Connection for remote UK areas
The UK Government announced on 7 December 2015 that those with the slowest connection speeds in the UK are to be offered a subsidised satellite broadband connection. The scheme, which was rolled out in December 2015, applies to those unable to obtain an affordable broadband service with a speed of at least 2 Mbps. It has been estimated 300,000 properties will take up the offer. The scheme forms part of the UK Government's commitment to ensure every UK home and business can access speeds of at least 2 Mbps by the end of 2015.

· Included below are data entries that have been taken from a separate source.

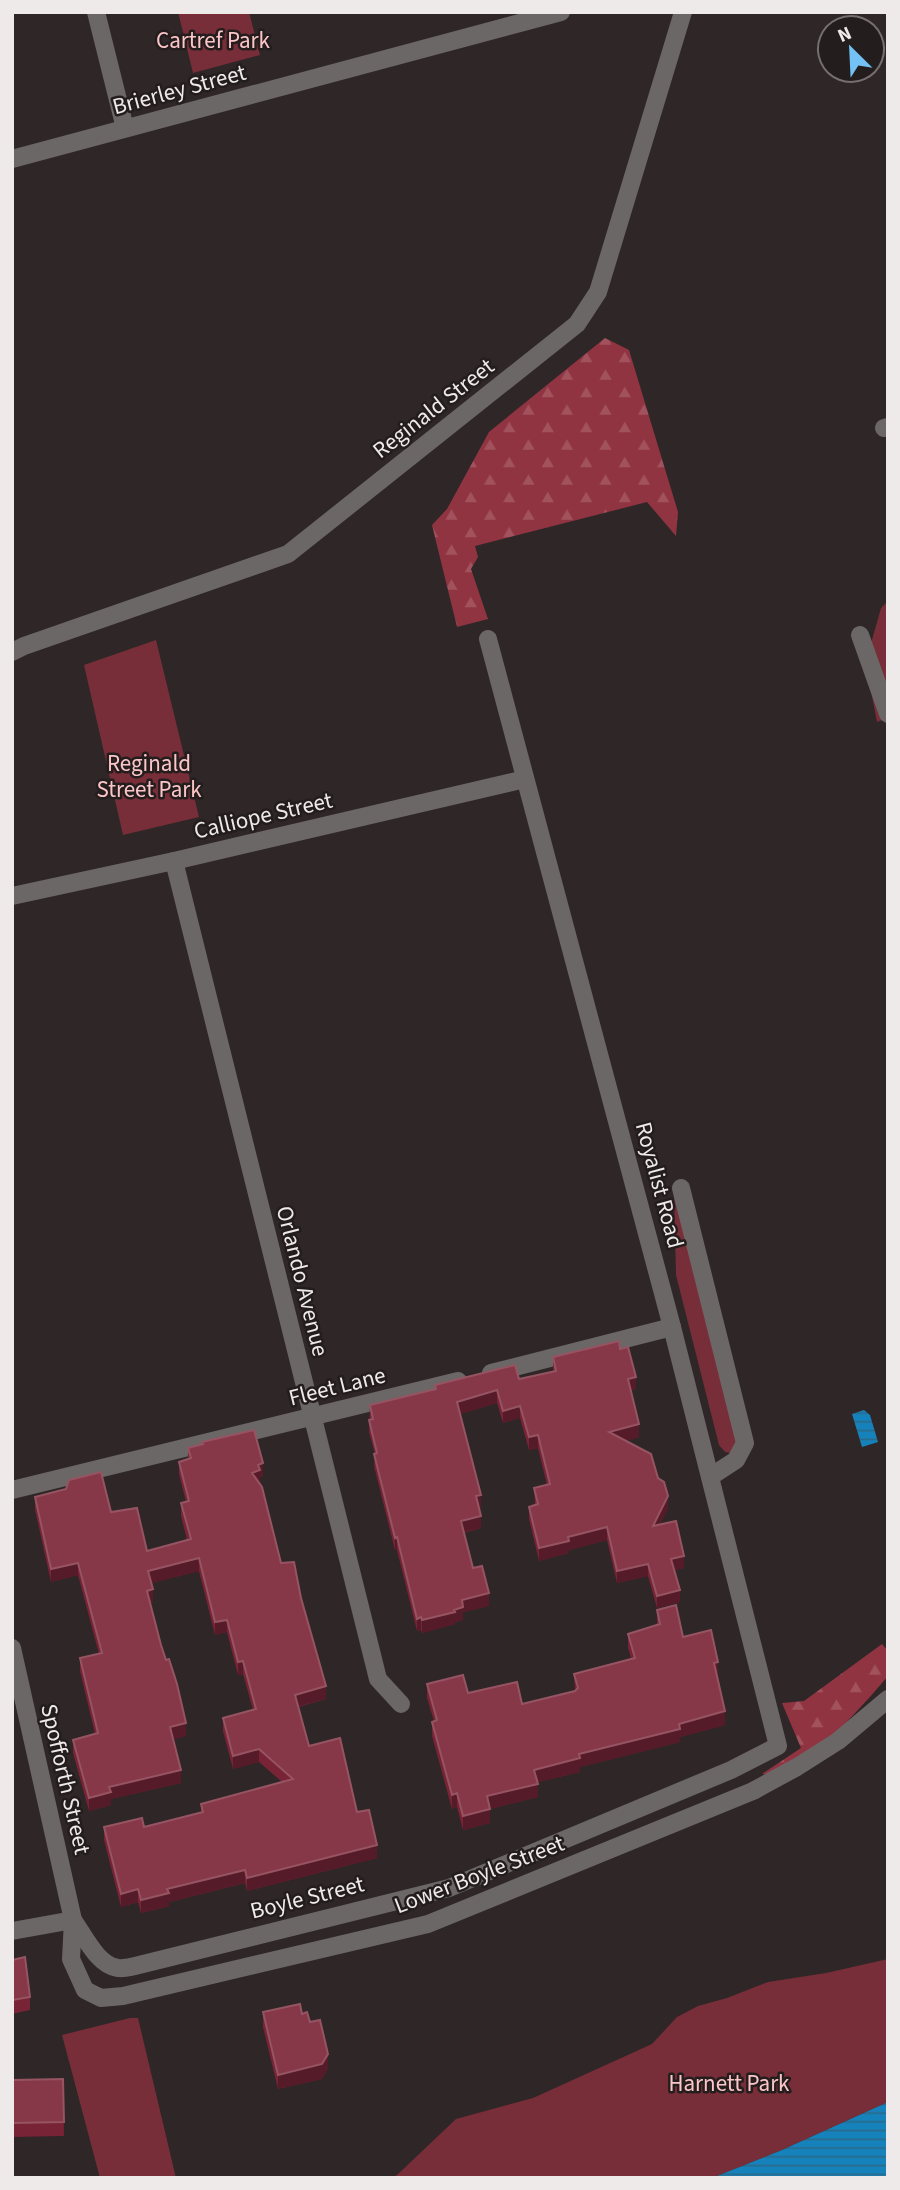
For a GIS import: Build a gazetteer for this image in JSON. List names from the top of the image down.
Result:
{
  "streets": {
    "street": [
      "Brierley Street",
      "Reginald Street",
      "Calliope Street",
      "Royalist Road",
      "Orlando Avenue",
      "Fleet Lane",
      "Spofforth Street",
      "Lower Boyle Street",
      "Boyle Street"
    ]
  },
  "crossings": [
    ["Calliope Street", "Royalist Road"],
    ["Calliope Street", "Orlando Avenue"],
    ["Royalist Road", "Fleet Lane"],
    ["Royalist Road", "Boyle Street"],
    ["Orlando Avenue", "Fleet Lane"],
    ["Spofforth Street", "Lower Boyle Street"],
    ["Spofforth Street", "Boyle Street"],
    ["Lower Boyle Street", "Boyle Street"]
  ],
  "parks": ["Cartref Park", "Reginald Street Park", "Harnett Park"],
  "north": "top left"
}
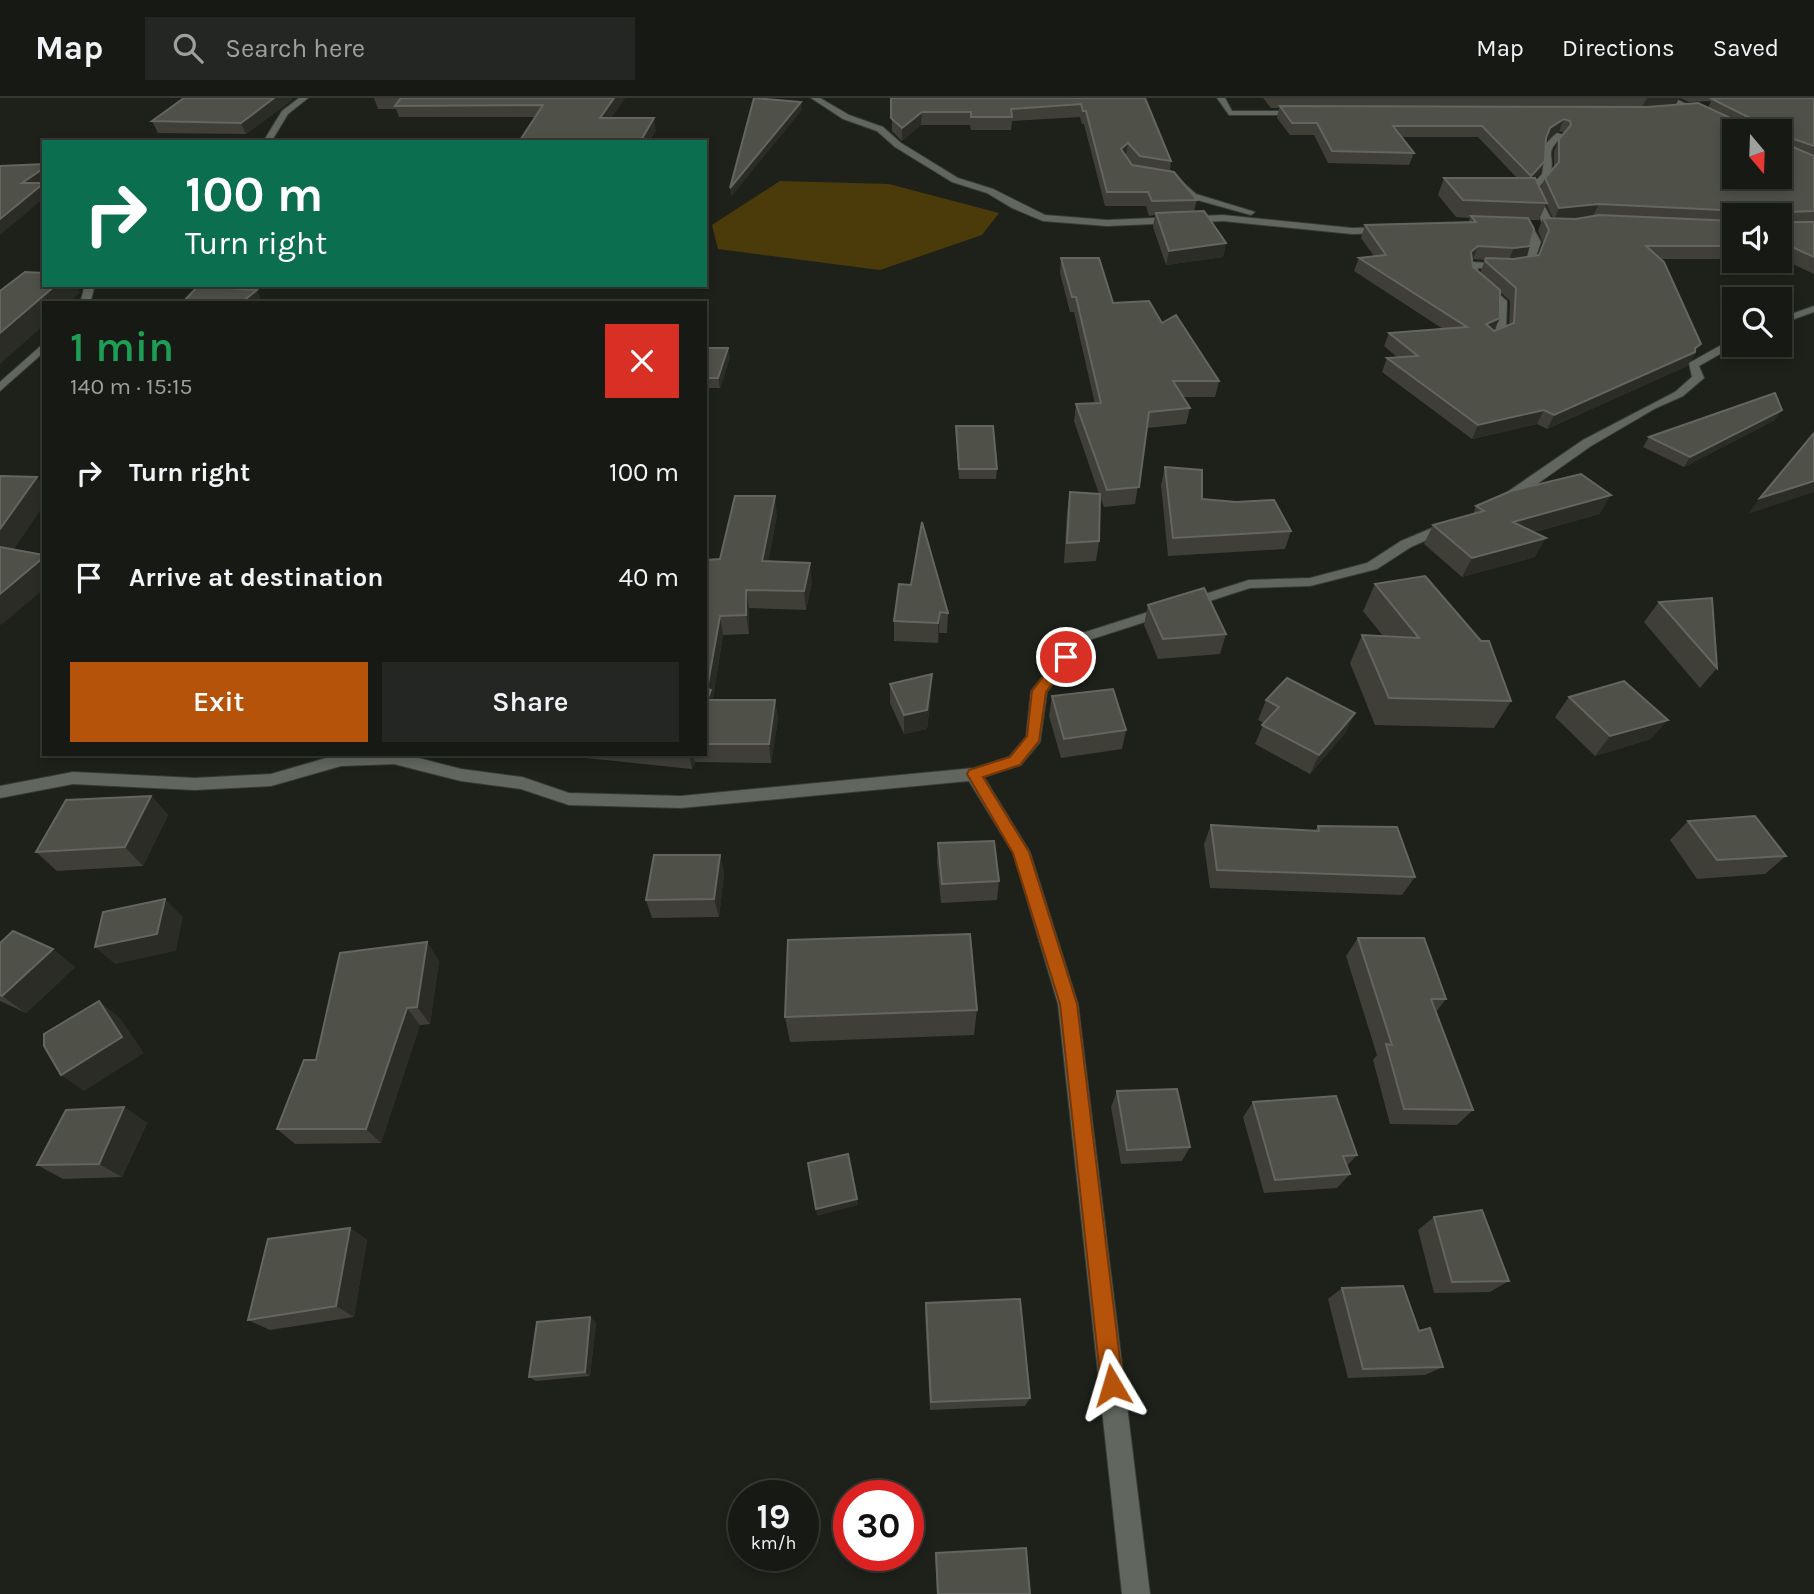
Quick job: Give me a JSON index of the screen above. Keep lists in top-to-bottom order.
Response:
{
  "north": "bottom",
  "page": {
    "header": "Map",
    "search": "Search here",
    "nav": ["Map", "Directions", "Saved"],
    "turn": ["100 m", "Turn right"],
    "heading": ["1 min", "140 m · 15:15"],
    "list": [
      {
        "name": "Turn right",
        "value": "100 m"
      },
      {
        "name": "Arrive at destination",
        "value": "40 m"
      }
    ],
    "buttons": ["Exit", "Share"],
    "speed": "19 km/h",
    "limit": "30"
  }
}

Expansion of Galileo constellation
On 17 December, Arianespace successfully launched two more satellites as part of the Galileo constellation. The launch took place upon a Russian Soyuz rocket, and brings the total of Galileo satellites now in orbit to 12. Arianespace stated that with 12 satellites now in orbit, the Galileo system could start delivering its services by the end of 2016.
Blast off for Tim Peake
15 December 2015 saw the launch of the first British astronaut to undertake an extended mission on the ISS. The Soyuz rocket launch took place at the Baikonur cosmodrome in Kazakhstan. The launch was celebrated across the UK with millions watching a live stream of the launch and over 15,000 gathering across the UK at launch events. Tim's mission will last six months and will see him acting as test subject for health research, as well as trying out new technologies for future human exploration missions. He will also undertake a spacewalk to carry out repairs to the ISS.
SpaceX – Falcon 9 Landing
On 21 December, in an unprecedented mission, SpaceX successfully launched, returned to Earth and then landed its re-usable Falcon 9 rocket. SpaceX had previously attempted to land the Falcon 9 on a platform floating in the ocean without success. This latest mission was its first attempt to land the first stage of the rocket on land. For this mission, the Falcon 9 was carrying 11 communications satellites for ORBCOM, and once it had launched the satellites into orbit, the booster then descended and landed upright, not far from its original blast-off site at Cape Canaveral. The launch marks SpaceX's first mission since its failed launch in June 2015. Re-usable rockets are seen as an important factor in reducing the cost of access to space.